◆ PROBLEM TO SOLVE ◆
Skip the images and repeat every entry word for word.

•••

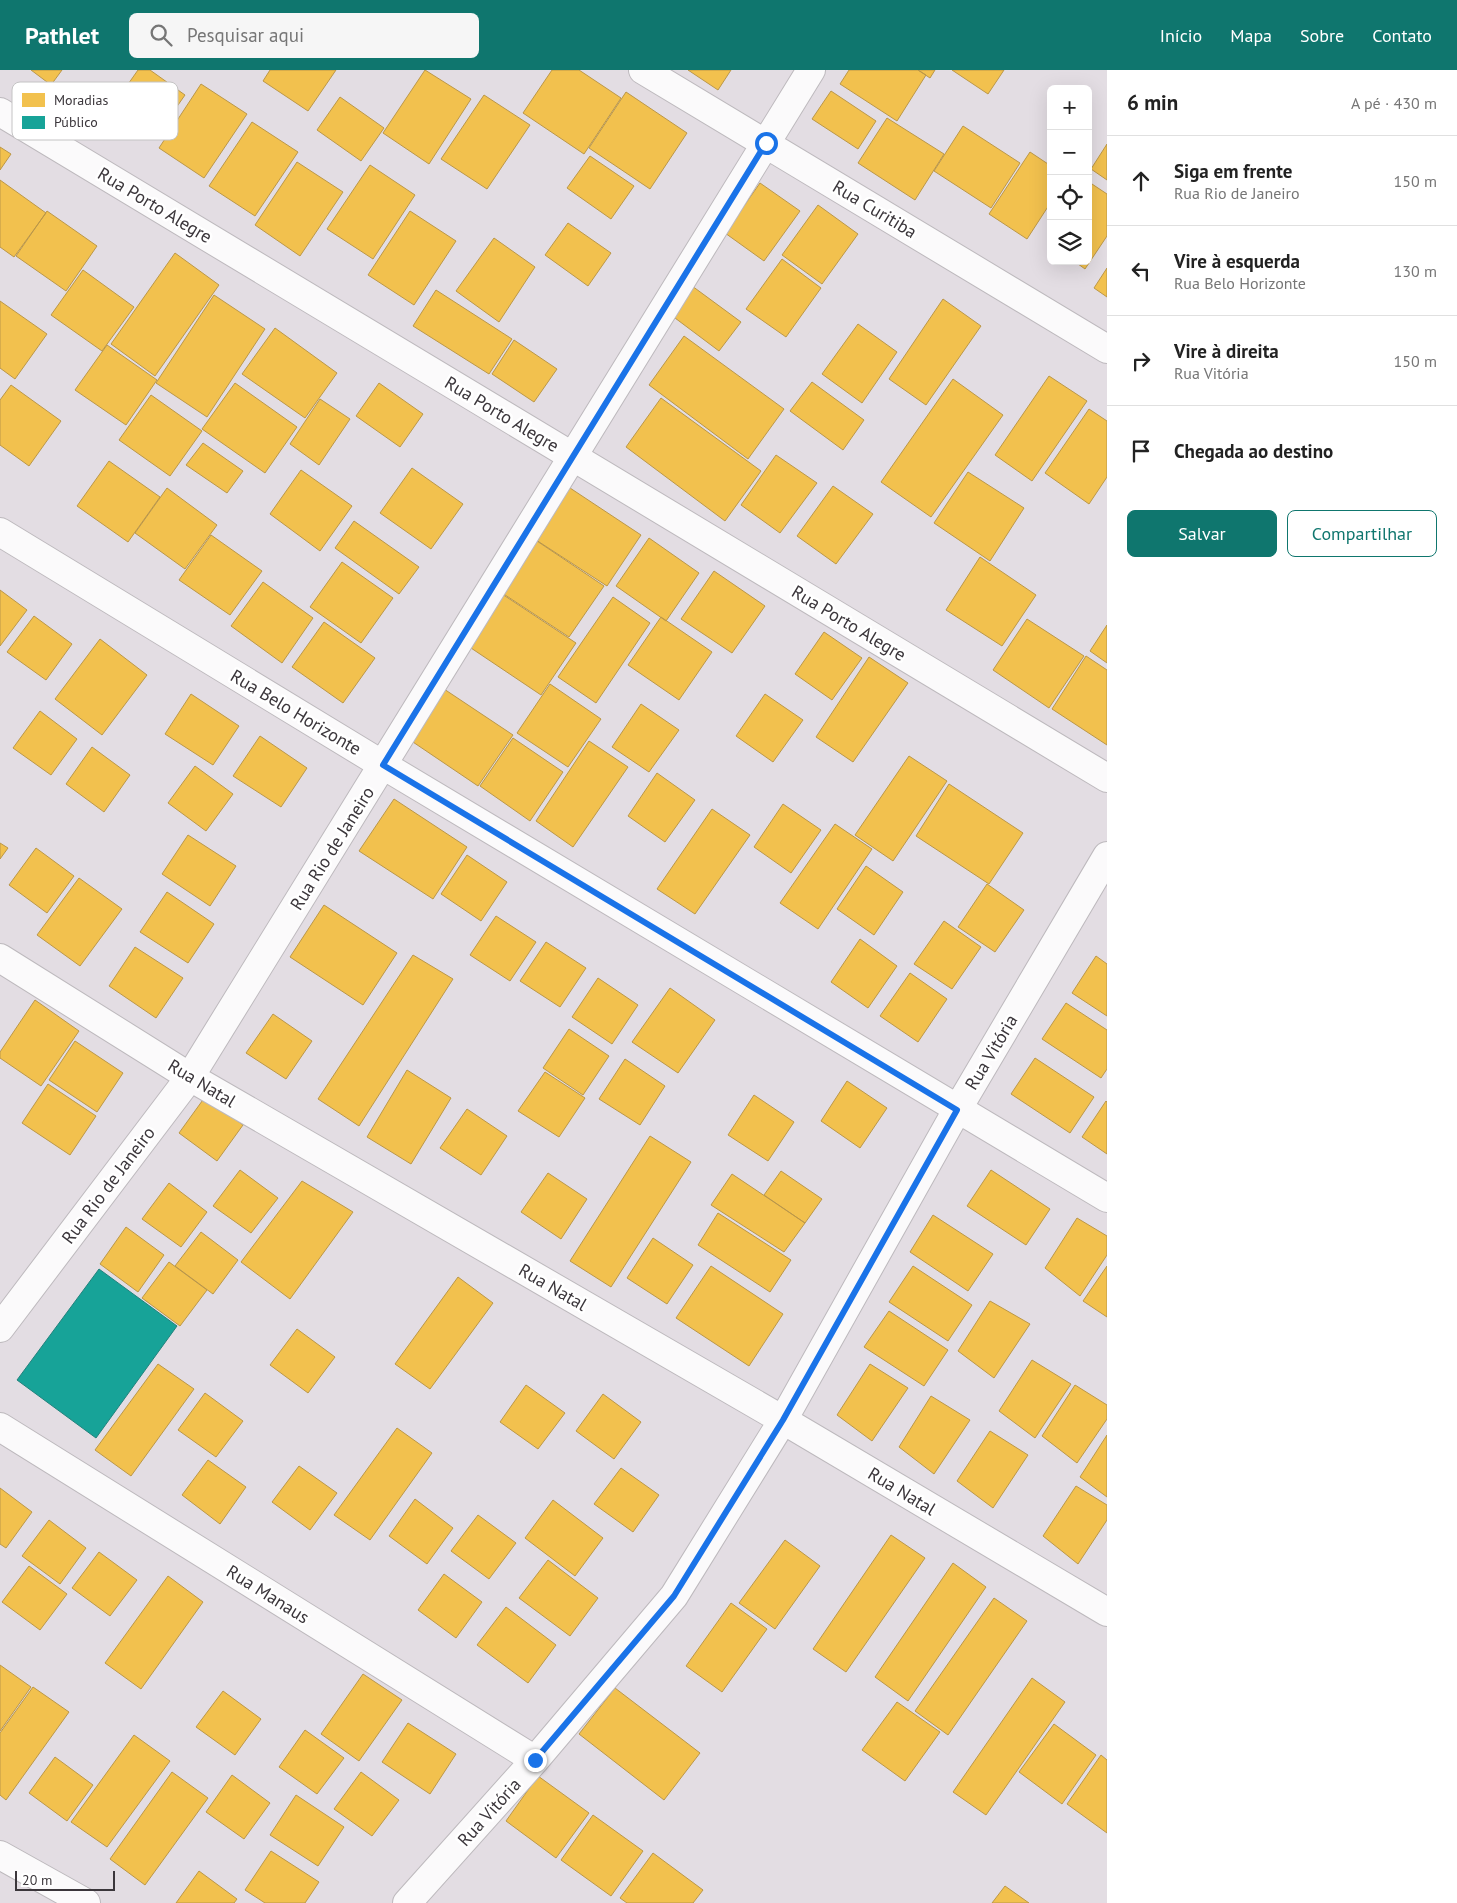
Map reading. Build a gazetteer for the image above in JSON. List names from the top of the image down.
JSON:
{
  "streets": {
    "street": [
      "Rua Porto Alegre",
      "Rua Curitiba",
      "Rua Belo Horizonte",
      "Rua Rio de Janeiro",
      "Rua Vitória",
      "Rua Natal",
      "Rua Manaus"
    ]
  },
  "crossings": [
    ["Rua Porto Alegre", "Rua Rio de Janeiro"],
    ["Rua Curitiba", "Rua Rio de Janeiro"],
    ["Rua Belo Horizonte", "Rua Rio de Janeiro"],
    ["Rua Belo Horizonte", "Rua Vitória"],
    ["Rua Rio de Janeiro", "Rua Natal"],
    ["Rua Vitória", "Rua Natal"],
    ["Rua Vitória", "Rua Manaus"]
  ],
  "legend": ["Moradias", "Público"],
  "scale_bar": "20 m",
  "page": {
    "header": "Pathlet",
    "search": "Pesquisar aqui",
    "nav": [
      "Início",
      "Mapa",
      "Sobre",
      "Contato"
    ],
    "heading": ["6 min", "A pé · 430 m"],
    "map_buttons": ["+", "−"],
    "list": [
      ["Siga em frente", "Rua Rio de Janeiro", "150 m"],
      ["Vire à esquerda", "Rua Belo Horizonte", "130 m"],
      ["Vire à direita", "Rua Vitória", "150 m"],
      "Chegada ao destino"
    ],
    "buttons": ["Salvar", "Compartilhar"],
    "scale": "20 m"
  }
}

•••

◆ ANSWER TO THE EXERCISE ◆
Map reading. Build a gazetteer for the image above in JSON. List names from the top of the image down.
JSON:
{
  "streets": {
    "street": [
      "Rua Porto Alegre",
      "Rua Curitiba",
      "Rua Belo Horizonte",
      "Rua Rio de Janeiro",
      "Rua Vitória",
      "Rua Natal",
      "Rua Manaus"
    ]
  },
  "crossings": [
    ["Rua Porto Alegre", "Rua Rio de Janeiro"],
    ["Rua Curitiba", "Rua Rio de Janeiro"],
    ["Rua Belo Horizonte", "Rua Rio de Janeiro"],
    ["Rua Belo Horizonte", "Rua Vitória"],
    ["Rua Rio de Janeiro", "Rua Natal"],
    ["Rua Vitória", "Rua Natal"],
    ["Rua Vitória", "Rua Manaus"]
  ],
  "legend": ["Moradias", "Público"],
  "scale_bar": "20 m",
  "page": {
    "header": "Pathlet",
    "search": "Pesquisar aqui",
    "nav": [
      "Início",
      "Mapa",
      "Sobre",
      "Contato"
    ],
    "heading": ["6 min", "A pé · 430 m"],
    "map_buttons": ["+", "−"],
    "list": [
      ["Siga em frente", "Rua Rio de Janeiro", "150 m"],
      ["Vire à esquerda", "Rua Belo Horizonte", "130 m"],
      ["Vire à direita", "Rua Vitória", "150 m"],
      "Chegada ao destino"
    ],
    "buttons": ["Salvar", "Compartilhar"],
    "scale": "20 m"
  }
}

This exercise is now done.